Directions for this task: The lines wanted run from the first one below through the one with "For a GIS import: Build". Return them exactly.

[Dataset records]

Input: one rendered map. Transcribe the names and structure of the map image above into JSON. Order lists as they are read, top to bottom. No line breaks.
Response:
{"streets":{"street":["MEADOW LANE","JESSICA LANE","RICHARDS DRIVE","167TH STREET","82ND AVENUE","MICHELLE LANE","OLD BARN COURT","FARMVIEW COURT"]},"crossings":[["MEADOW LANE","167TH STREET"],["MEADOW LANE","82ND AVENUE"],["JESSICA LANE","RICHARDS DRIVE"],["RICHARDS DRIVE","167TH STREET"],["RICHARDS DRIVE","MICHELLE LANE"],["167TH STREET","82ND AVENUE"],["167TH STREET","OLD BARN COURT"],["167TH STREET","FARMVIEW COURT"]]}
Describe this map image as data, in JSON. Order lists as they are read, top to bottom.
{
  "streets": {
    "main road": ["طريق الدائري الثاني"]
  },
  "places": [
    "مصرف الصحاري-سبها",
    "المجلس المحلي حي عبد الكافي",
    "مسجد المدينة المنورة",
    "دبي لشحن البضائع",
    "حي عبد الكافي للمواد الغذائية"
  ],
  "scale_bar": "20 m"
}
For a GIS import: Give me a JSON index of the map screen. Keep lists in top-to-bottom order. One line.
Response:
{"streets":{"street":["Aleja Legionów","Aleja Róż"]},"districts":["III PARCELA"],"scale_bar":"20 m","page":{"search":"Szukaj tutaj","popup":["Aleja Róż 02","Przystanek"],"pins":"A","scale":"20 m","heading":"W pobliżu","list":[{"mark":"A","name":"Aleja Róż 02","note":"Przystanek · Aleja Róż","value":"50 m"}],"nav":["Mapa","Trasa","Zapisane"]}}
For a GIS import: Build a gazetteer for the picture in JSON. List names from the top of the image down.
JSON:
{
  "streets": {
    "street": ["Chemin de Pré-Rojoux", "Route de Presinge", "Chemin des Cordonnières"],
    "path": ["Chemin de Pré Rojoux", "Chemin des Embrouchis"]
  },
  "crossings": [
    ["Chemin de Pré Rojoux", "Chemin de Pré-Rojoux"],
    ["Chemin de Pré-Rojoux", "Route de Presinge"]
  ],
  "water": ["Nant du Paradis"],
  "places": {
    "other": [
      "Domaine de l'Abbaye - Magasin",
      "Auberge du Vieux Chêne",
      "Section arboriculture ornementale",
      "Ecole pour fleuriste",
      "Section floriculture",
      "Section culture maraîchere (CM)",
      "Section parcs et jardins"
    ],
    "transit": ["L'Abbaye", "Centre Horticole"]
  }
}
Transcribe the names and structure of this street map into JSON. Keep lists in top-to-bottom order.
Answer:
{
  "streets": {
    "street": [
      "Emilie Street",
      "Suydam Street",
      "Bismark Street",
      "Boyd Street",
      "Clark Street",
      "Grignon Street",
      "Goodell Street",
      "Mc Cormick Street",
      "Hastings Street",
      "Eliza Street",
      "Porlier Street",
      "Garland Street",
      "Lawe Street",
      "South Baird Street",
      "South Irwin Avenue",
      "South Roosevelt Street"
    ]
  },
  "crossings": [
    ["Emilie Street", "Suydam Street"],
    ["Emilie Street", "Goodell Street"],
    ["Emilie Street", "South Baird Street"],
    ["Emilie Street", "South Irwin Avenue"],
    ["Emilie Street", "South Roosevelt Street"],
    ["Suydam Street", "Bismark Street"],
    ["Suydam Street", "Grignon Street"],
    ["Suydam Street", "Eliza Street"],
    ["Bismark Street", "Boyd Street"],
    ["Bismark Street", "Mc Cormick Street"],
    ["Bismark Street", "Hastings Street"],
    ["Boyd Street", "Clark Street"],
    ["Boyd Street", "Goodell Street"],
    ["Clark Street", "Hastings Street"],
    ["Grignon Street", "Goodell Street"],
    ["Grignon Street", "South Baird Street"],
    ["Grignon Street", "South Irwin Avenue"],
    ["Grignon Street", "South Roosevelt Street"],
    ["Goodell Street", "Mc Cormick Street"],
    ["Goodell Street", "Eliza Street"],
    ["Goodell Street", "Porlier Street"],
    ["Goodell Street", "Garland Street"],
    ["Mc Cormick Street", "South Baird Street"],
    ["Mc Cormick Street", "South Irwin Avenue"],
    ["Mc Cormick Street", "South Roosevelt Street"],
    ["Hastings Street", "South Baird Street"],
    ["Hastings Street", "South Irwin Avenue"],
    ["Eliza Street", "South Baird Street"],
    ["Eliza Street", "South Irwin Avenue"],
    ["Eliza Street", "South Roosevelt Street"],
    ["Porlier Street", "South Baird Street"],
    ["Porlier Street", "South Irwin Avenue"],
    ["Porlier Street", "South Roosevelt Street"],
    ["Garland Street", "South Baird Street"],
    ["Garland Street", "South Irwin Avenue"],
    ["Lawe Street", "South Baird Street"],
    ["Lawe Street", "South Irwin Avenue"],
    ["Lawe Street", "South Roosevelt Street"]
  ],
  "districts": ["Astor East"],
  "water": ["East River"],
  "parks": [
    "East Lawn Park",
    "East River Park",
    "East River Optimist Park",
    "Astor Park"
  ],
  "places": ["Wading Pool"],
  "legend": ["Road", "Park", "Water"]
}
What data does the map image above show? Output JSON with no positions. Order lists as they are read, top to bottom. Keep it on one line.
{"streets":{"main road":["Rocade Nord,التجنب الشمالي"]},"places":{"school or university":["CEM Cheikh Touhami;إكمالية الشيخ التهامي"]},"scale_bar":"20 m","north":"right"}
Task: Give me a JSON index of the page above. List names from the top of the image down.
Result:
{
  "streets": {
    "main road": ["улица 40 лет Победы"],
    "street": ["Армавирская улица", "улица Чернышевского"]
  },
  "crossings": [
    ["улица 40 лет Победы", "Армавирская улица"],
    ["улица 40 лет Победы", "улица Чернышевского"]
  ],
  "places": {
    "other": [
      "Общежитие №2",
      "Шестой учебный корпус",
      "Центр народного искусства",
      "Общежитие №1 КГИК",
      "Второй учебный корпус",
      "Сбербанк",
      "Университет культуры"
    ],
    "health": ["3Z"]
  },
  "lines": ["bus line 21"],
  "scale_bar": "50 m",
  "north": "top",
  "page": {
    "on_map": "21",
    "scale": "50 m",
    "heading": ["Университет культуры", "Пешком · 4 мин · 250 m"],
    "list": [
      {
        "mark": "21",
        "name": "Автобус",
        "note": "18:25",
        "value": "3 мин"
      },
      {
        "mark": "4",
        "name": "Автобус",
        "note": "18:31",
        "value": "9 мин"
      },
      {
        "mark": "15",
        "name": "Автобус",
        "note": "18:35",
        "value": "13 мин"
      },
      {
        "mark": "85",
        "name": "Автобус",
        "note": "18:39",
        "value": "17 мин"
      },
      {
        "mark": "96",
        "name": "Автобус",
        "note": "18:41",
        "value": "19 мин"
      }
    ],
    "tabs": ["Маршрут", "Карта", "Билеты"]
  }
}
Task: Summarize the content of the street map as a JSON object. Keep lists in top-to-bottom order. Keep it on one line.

[/Dataset records]

Result of the exercise:
Input: one rendered map. Transcribe the names and structure of the map image above into JSON. Order lists as they are read, top to bottom. No line breaks.
Response:
{"streets":{"street":["MEADOW LANE","JESSICA LANE","RICHARDS DRIVE","167TH STREET","82ND AVENUE","MICHELLE LANE","OLD BARN COURT","FARMVIEW COURT"]},"crossings":[["MEADOW LANE","167TH STREET"],["MEADOW LANE","82ND AVENUE"],["JESSICA LANE","RICHARDS DRIVE"],["RICHARDS DRIVE","167TH STREET"],["RICHARDS DRIVE","MICHELLE LANE"],["167TH STREET","82ND AVENUE"],["167TH STREET","OLD BARN COURT"],["167TH STREET","FARMVIEW COURT"]]}
Describe this map image as data, in JSON. Order lists as they are read, top to bottom.
{
  "streets": {
    "main road": ["طريق الدائري الثاني"]
  },
  "places": [
    "مصرف الصحاري-سبها",
    "المجلس المحلي حي عبد الكافي",
    "مسجد المدينة المنورة",
    "دبي لشحن البضائع",
    "حي عبد الكافي للمواد الغذائية"
  ],
  "scale_bar": "20 m"
}
For a GIS import: Give me a JSON index of the map screen. Keep lists in top-to-bottom order. One line.
Response:
{"streets":{"street":["Aleja Legionów","Aleja Róż"]},"districts":["III PARCELA"],"scale_bar":"20 m","page":{"search":"Szukaj tutaj","popup":["Aleja Róż 02","Przystanek"],"pins":"A","scale":"20 m","heading":"W pobliżu","list":[{"mark":"A","name":"Aleja Róż 02","note":"Przystanek · Aleja Róż","value":"50 m"}],"nav":["Mapa","Trasa","Zapisane"]}}
For a GIS import: Build a gazetteer for the picture in JSON. List names from the top of the image down.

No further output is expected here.